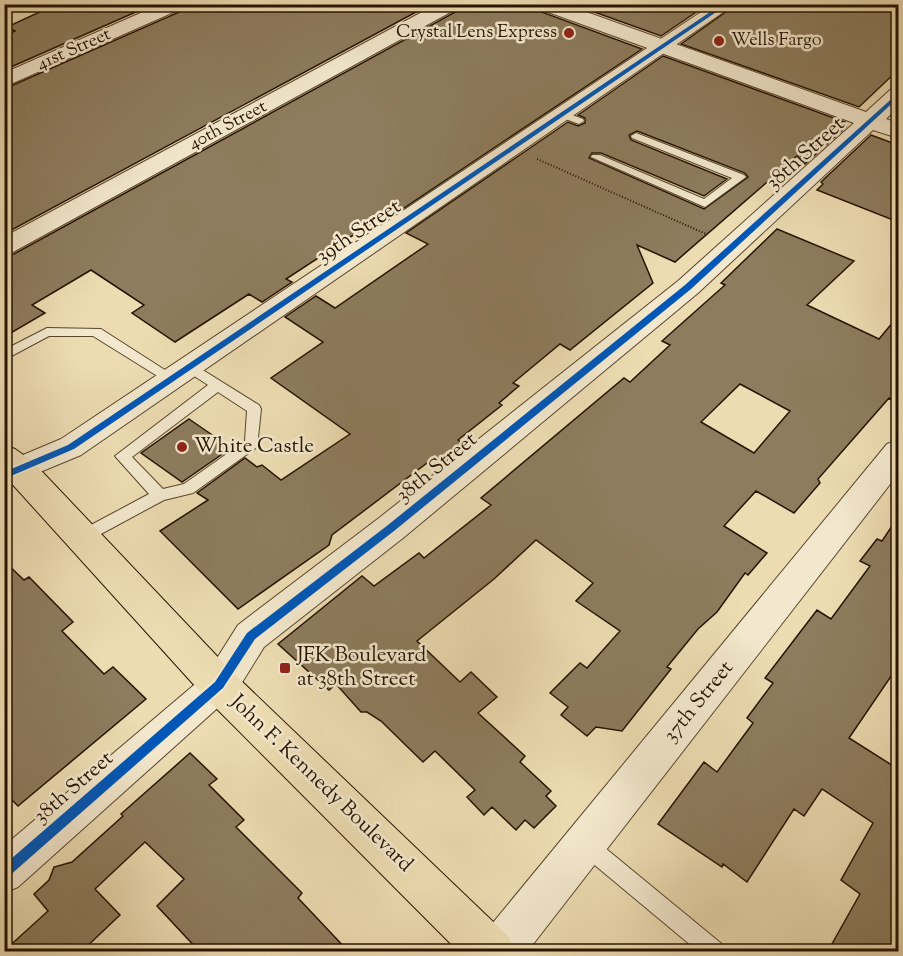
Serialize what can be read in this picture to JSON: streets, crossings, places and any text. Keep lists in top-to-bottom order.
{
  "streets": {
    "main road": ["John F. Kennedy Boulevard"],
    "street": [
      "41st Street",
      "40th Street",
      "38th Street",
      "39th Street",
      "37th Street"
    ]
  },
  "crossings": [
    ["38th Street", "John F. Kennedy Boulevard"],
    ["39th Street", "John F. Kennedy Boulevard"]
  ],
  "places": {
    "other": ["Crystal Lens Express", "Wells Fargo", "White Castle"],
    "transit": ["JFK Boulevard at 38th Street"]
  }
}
+===+
Apart from the pictures, restate all of the listing above exactly.

Serialize what can be read in this picture to JSON: streets, crossings, places and any text. Keep lists in top-to-bottom order.
{
  "streets": {
    "main road": ["John F. Kennedy Boulevard"],
    "street": [
      "41st Street",
      "40th Street",
      "38th Street",
      "39th Street",
      "37th Street"
    ]
  },
  "crossings": [
    ["38th Street", "John F. Kennedy Boulevard"],
    ["39th Street", "John F. Kennedy Boulevard"]
  ],
  "places": {
    "other": ["Crystal Lens Express", "Wells Fargo", "White Castle"],
    "transit": ["JFK Boulevard at 38th Street"]
  }
}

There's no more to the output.